• **Your assignment**
Please restate, word for word, the lines below that begin at the one with "background:linear-gradient(90deg,#f95917 15%,#363941 15%)" and end at the one with "text-anchor:middle; dominant-baseline:central; stroke-width:6;". Leave out all other lines.

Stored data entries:

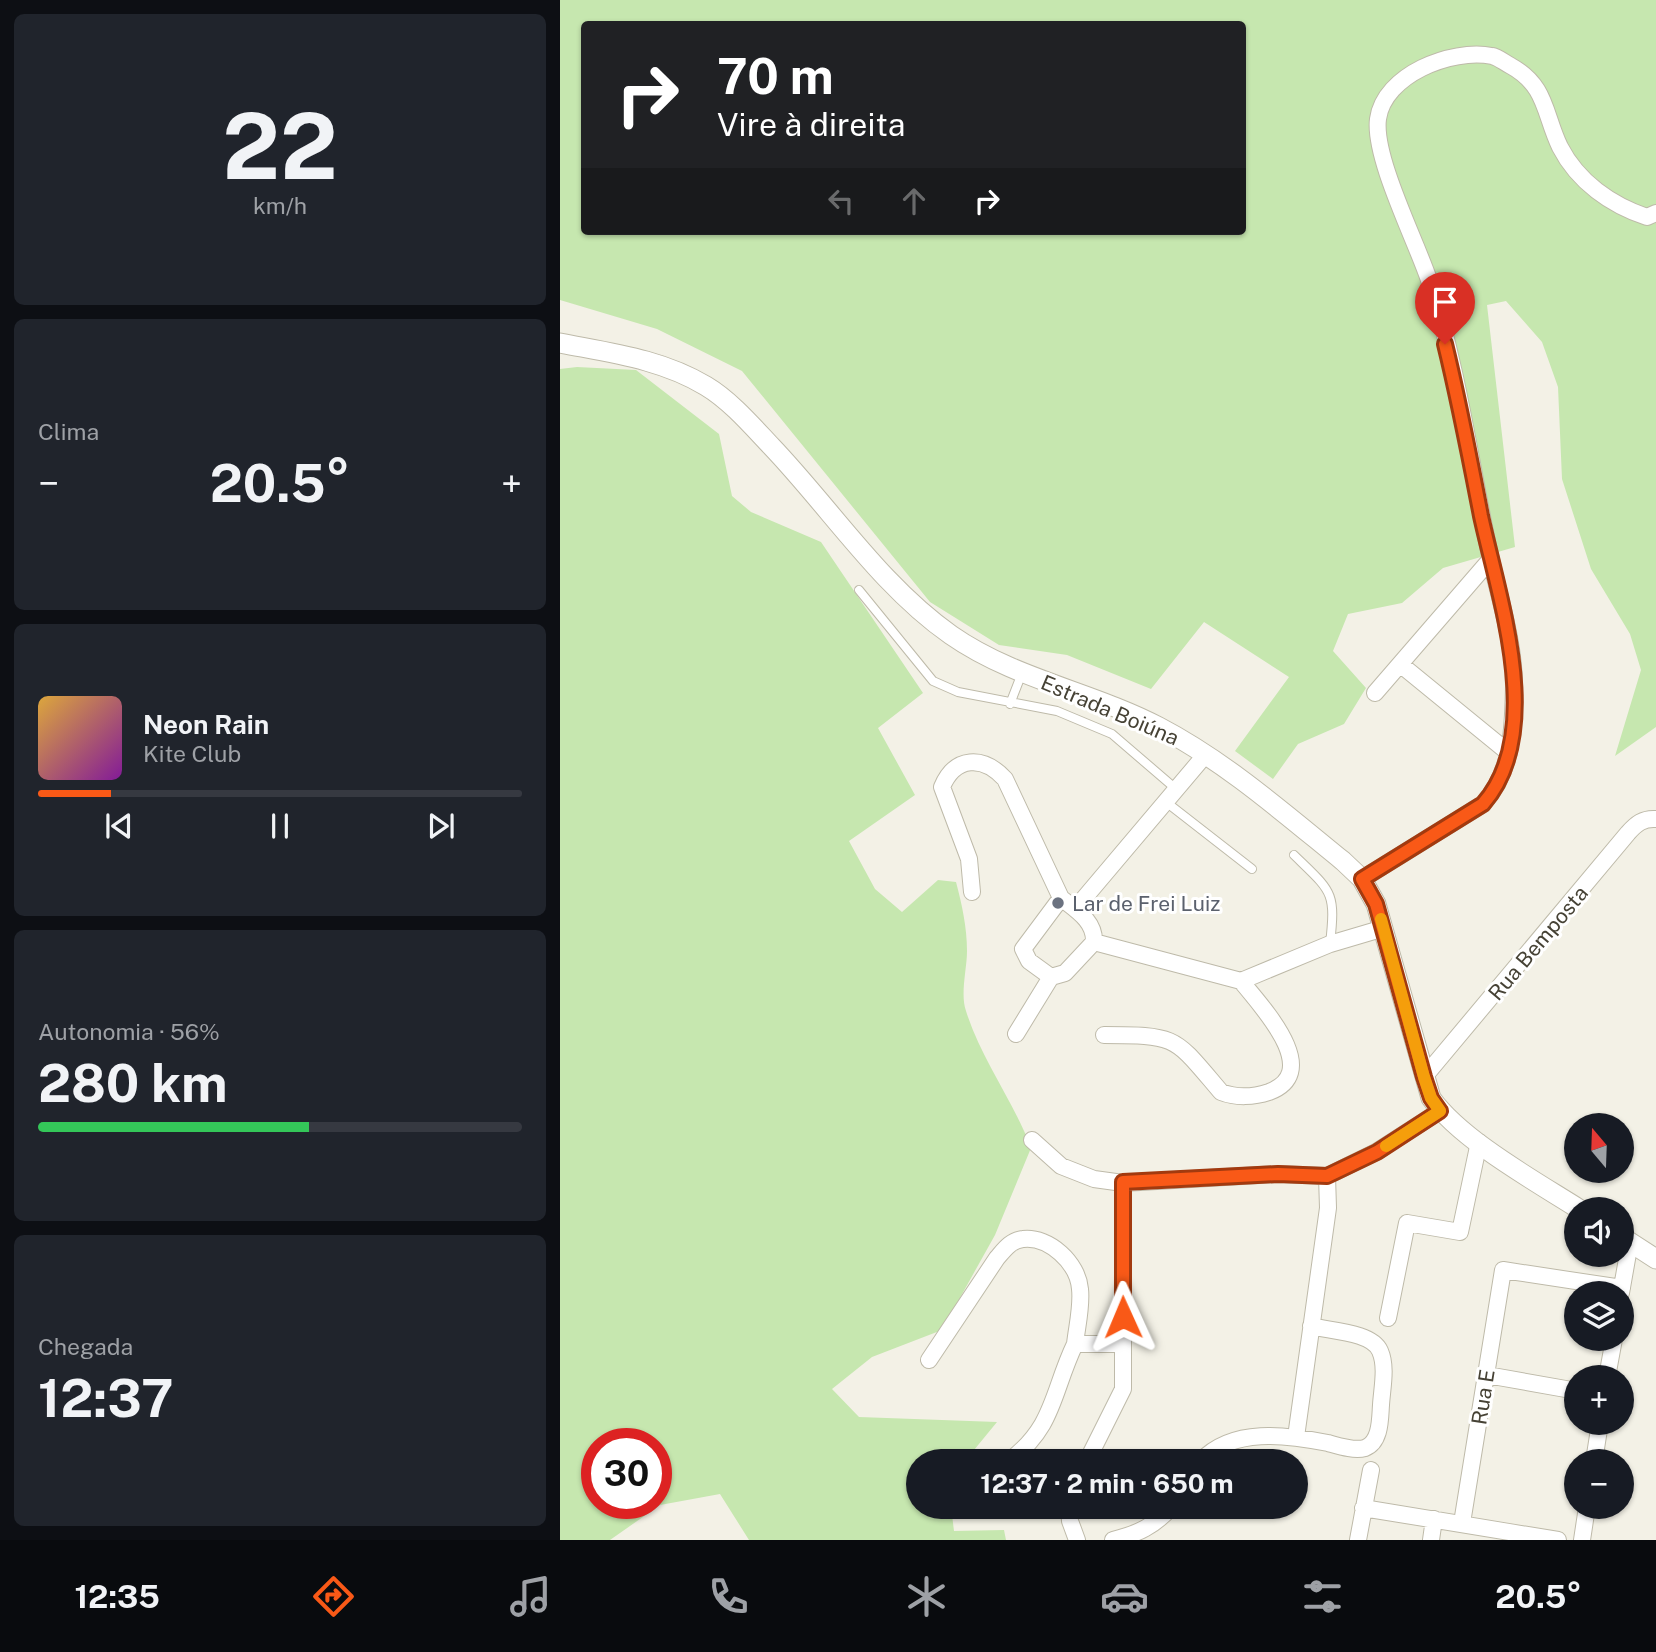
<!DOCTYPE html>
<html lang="pt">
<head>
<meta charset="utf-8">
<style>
	body { margin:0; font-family:"Public Sans",sans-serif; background:#20242c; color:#f1f3f6; height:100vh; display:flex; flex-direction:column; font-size:26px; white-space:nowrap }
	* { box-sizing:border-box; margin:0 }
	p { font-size:23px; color:#9ea1a6 }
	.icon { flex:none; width:38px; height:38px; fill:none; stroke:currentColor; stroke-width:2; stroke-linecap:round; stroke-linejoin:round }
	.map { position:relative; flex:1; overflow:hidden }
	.panel { display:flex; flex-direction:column; gap:14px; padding:14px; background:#0d0f14; width:560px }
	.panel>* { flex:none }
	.banner { position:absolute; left:21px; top:21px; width:665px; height:214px; border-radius:7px; box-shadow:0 2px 5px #0004; background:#202124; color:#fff; overflow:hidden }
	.needle { width:46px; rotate:341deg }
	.fabs { position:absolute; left:1004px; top:1113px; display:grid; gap:14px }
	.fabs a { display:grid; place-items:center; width:70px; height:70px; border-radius:50%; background:#171b24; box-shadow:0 2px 5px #0004; font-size:35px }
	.speed { position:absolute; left:21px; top:1428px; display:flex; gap:14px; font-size:35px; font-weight:700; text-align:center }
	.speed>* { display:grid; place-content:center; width:91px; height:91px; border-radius:50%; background:#171b24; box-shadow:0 2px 5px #0004; line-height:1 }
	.speed .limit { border:10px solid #d22; background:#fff; color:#111 }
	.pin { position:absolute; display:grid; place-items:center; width:60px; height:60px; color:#fff; margin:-72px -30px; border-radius:50% 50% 50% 0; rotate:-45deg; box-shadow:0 0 7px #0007 }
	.pin .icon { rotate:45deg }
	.me { position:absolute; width:77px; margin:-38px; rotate:359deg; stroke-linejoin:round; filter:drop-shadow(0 0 5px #0008) }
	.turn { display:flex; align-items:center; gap:24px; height:147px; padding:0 21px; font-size:32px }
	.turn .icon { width:91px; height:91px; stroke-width:2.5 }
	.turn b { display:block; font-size:49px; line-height:60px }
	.lanes { display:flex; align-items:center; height:66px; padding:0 21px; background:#0003; justify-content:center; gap:35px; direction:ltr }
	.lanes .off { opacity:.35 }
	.big { font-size:52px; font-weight:700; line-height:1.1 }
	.panel .card { flex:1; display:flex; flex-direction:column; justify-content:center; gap:10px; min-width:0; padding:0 24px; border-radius:10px; background:#20242c }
	.panel .dial { align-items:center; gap:0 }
	.dial b { font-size:91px; line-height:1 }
	.song { display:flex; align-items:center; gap:21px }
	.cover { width:84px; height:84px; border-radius:10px; background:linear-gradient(135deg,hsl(40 70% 55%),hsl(290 70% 35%)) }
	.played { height:7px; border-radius:4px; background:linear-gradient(90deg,#f95917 15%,#363941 15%) }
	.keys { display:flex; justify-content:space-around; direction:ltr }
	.heat { display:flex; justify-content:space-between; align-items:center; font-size:38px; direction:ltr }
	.charge { height:10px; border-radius:5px; background:linear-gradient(90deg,#34c759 56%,#363941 0) }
	.trip { position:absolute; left:346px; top:1449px; width:402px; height:70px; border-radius:35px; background:#171b24; box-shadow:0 2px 5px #0004; font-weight:700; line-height:70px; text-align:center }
	.tabs { display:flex; height:112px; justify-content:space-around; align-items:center; background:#090b0e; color:#9ea1a6 }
	.tabs .icon { width:49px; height:49px }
	.tabs .on { color:#f95917 }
	.tabs b { font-size:32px; color:#f1f3f6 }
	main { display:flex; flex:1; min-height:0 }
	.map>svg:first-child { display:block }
	.green { fill:#c6e7af; fill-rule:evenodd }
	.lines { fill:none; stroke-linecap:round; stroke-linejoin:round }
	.service-casing { stroke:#bebaa9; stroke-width:10 }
	.minor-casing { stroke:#bebaa9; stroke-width:18 }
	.tertiary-casing { stroke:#bebaa9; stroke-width:21 }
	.service { stroke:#fff; stroke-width:8 }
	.minor { stroke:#fff; stroke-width:16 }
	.tertiary { stroke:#fff; stroke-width:19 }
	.route-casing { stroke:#a23a0f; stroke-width:18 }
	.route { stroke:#f95917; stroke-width:12 }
	.slow { stroke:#f59e0b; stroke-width:12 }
	.worship-dot { fill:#6b7280; stroke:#fff; stroke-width:2.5 }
	.labels { text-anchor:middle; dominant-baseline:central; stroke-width:6; stroke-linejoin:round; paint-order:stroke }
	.street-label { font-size:21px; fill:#464235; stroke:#fff }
	.worship-label { font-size:21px; fill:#5b616d; stroke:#fff; text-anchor:start }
</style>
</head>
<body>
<main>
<section class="panel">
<div class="card dial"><b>22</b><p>km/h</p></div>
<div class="card"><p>Clima</p>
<div class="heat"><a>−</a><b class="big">20.5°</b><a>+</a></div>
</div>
<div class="card">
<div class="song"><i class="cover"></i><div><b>Neon Rain</b><p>Kite Club</p></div></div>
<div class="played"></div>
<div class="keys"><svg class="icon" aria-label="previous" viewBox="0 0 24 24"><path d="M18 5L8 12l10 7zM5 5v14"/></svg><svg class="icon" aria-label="pause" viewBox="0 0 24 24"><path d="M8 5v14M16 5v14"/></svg><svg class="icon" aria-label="next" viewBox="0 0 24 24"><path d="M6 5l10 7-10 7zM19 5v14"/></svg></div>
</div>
<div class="card"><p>Autonomia · 56%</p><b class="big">280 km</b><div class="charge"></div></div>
<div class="card"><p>Chegada</p><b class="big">12:37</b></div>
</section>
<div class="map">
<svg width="1096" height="1540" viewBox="0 0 1096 1540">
	<rect width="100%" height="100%" fill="#f3f1e6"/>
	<!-- green -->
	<path class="green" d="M0,0H1096V727L1055,756L1081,670L1070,634L1031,569L1002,479L998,387L982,342L946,301L927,305L955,547L883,568L842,603L788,614L773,651L806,688L784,724L738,744L713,779L675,751L729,677L644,622L591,689L507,655L439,645L370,602L182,371L97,329L0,300ZM24,24H682V231H24Z
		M17,367L76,370L159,434L172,496L191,512L261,542L363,693L318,728L355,795L289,841L315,889L342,912L378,880L396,882C402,905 407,927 407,951C407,969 400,994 406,1011C421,1059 453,1100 471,1148L435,1235L382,1330L312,1357L272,1389L299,1417L437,1422L405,1461H359V1507H391L394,1531L444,1530L446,1540H189L160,1494L100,1505L50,1540H0V369ZM37,1444H96V1503H37Z"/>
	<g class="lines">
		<!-- service casing -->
		<g class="service-casing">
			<path id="service" d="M299,590L373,681L398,692L497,711L552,734L616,789
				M450,704L462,673
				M606,802L692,869
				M734,855C772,892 776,891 770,944"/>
		</g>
		<!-- minor casing -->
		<g class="minor-casing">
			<path id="minor" d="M840,664L949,753
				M815,693L930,560
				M802,879L923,804C953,770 953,730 954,686C954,637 936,589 927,541C909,455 897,364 869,280C856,241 813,157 818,119C824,75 891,48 932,56C938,57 945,63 951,66C987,86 984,114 1000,147C1018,182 1051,205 1087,217L1096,213
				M412,892L409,859L382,787C395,756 423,755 445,779L501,898
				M501,898C516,910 535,921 534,942L505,973L491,977L469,961L463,949Z
				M515,909L646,754
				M534,942L681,981L770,944L824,928
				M456,1034L491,977
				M544,1035C619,1035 614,1037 661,1092C676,1098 694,1097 709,1092C764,1072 701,1006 681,981
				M864,1077L1068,833C1076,824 1083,818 1096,819
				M472,1140L501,1166L534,1179L563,1183L718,1174L767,1176
				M1061,1293L1070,1242
				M828,1318L847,1223L900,1232L919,1142
				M369,1360L437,1258C444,1250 451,1240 463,1239C489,1236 518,1263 520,1289C522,1306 517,1326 515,1344
				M927,1375L1017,1391
				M1047,1377L1054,1339
				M736,1437L768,1208L767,1176L816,1152L880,1111
				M449,1461C495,1426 492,1392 515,1344H563
				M527,1461L563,1389V1183
				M641,1461C673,1427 726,1435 768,1443C779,1446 794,1451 805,1448C821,1442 820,1418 821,1405C822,1388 827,1367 820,1351C812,1332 770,1331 751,1326
				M1034,1461L1040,1423
				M509,1507L510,1521L517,1540
				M803,1508L998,1540
				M902,1523L943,1270L1062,1288
				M553,1540C577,1534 595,1526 611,1507
				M798,1540L811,1470
				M871,1540L874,1519
				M1022,1540L1027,1507"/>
		</g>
		<!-- tertiary casing -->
		<g class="tertiary-casing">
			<path id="tertiary" d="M0,343C51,353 101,359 146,386C171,401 193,427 212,447C271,509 321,586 391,635C454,679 532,692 599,727C666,762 725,814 783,861L802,879L816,904L871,1098C901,1140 975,1181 1019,1209
				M1062,1237L1096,1259"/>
		</g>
		<!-- service -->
		<use href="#service" class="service"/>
		<!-- minor -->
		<use href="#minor" class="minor"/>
		<!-- tertiary -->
		<use href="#tertiary" class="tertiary"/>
	</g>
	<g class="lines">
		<!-- route casing -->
		<g class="route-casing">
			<path id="route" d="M563,1317V1182L718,1174L767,1176L817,1152L880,1111L871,1098L864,1077L816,904L802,879L923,804C986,732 939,599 921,516C910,459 899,401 885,344"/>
		</g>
		<!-- route -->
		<use href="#route" class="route"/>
		<!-- slow -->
		<path class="slow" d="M821,919L864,1077L871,1098L880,1111L826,1146"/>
	</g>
	<!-- markers -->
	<circle class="worship-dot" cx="498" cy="903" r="7"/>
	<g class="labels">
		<!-- street labels -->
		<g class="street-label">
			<text transform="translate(550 710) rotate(23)">Estrada Boiúna</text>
			<text transform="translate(978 943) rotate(-50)">Rua Bemposta</text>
			<text transform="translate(923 1397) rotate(-81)">Rua E</text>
		</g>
		<!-- worship labels -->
		<g class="worship-label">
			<text x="512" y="903">Lar de Frei Luiz</text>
		</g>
	</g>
</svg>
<div class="fabs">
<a><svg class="needle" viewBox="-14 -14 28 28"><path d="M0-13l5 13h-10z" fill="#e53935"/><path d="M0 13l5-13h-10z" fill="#9ea1a6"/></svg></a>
<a><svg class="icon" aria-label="sound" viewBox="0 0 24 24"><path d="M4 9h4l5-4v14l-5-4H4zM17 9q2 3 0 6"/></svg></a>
<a><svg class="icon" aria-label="layers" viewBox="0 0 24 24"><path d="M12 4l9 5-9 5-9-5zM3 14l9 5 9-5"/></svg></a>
<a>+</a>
<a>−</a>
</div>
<div class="speed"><div class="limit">30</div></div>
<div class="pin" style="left:885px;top:344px;background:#d93025"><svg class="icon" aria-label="arrive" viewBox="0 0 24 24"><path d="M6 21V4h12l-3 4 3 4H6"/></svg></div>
<svg class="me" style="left:563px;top:1317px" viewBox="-20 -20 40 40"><path d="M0-17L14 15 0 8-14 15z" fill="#f95917" stroke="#fff" stroke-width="4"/></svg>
<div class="trip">12:37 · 2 min · 650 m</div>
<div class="banner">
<div class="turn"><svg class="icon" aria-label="right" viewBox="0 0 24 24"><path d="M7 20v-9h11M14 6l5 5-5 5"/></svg><div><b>70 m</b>Vire à direita</div></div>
<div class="lanes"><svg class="icon off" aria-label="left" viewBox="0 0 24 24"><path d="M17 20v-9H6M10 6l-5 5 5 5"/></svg><svg class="icon off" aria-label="ahead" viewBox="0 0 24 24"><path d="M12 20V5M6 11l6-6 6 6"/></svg><svg class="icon" aria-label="right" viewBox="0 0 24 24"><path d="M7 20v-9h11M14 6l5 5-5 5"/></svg></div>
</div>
</div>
</main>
<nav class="tabs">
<b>12:35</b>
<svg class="icon on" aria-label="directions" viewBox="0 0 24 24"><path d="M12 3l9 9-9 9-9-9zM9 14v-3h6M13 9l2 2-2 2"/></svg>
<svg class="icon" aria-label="music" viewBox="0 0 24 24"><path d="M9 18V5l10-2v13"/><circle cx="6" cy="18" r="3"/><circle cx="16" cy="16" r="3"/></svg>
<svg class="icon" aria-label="phone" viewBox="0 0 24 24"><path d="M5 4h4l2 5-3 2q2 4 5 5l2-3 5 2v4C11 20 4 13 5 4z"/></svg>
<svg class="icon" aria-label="climate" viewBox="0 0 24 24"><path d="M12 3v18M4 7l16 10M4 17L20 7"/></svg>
<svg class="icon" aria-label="car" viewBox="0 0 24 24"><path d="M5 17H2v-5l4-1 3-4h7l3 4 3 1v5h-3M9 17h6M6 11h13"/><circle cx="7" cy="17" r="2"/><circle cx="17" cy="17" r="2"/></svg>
<svg class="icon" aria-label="filters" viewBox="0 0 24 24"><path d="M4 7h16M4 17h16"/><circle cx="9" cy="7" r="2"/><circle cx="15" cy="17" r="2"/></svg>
<b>20.5°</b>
</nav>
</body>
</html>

• **Response area**
	.played { height:7px; border-radius:4px; background:linear-gradient(90deg,#f95917 15%,#363941 15%) }
	.keys { display:flex; justify-content:space-around; direction:ltr }
	.heat { display:flex; justify-content:space-between; align-items:center; font-size:38px; direction:ltr }
	.charge { height:10px; border-radius:5px; background:linear-gradient(90deg,#34c759 56%,#363941 0) }
	.trip { position:absolute; left:346px; top:1449px; width:402px; height:70px; border-radius:35px; background:#171b24; box-shadow:0 2px 5px #0004; font-weight:700; line-height:70px; text-align:center }
	.tabs { display:flex; height:112px; justify-content:space-around; align-items:center; background:#090b0e; color:#9ea1a6 }
	.tabs .icon { width:49px; height:49px }
	.tabs .on { color:#f95917 }
	.tabs b { font-size:32px; color:#f1f3f6 }
	main { display:flex; flex:1; min-height:0 }
	.map>svg:first-child { display:block }
	.green { fill:#c6e7af; fill-rule:evenodd }
	.lines { fill:none; stroke-linecap:round; stroke-linejoin:round }
	.service-casing { stroke:#bebaa9; stroke-width:10 }
	.minor-casing { stroke:#bebaa9; stroke-width:18 }
	.tertiary-casing { stroke:#bebaa9; stroke-width:21 }
	.service { stroke:#fff; stroke-width:8 }
	.minor { stroke:#fff; stroke-width:16 }
	.tertiary { stroke:#fff; stroke-width:19 }
	.route-casing { stroke:#a23a0f; stroke-width:18 }
	.route { stroke:#f95917; stroke-width:12 }
	.slow { stroke:#f59e0b; stroke-width:12 }
	.worship-dot { fill:#6b7280; stroke:#fff; stroke-width:2.5 }
	.labels { text-anchor:middle; dominant-baseline:central; stroke-width:6; stroke-linejoin:round; paint-order:stroke }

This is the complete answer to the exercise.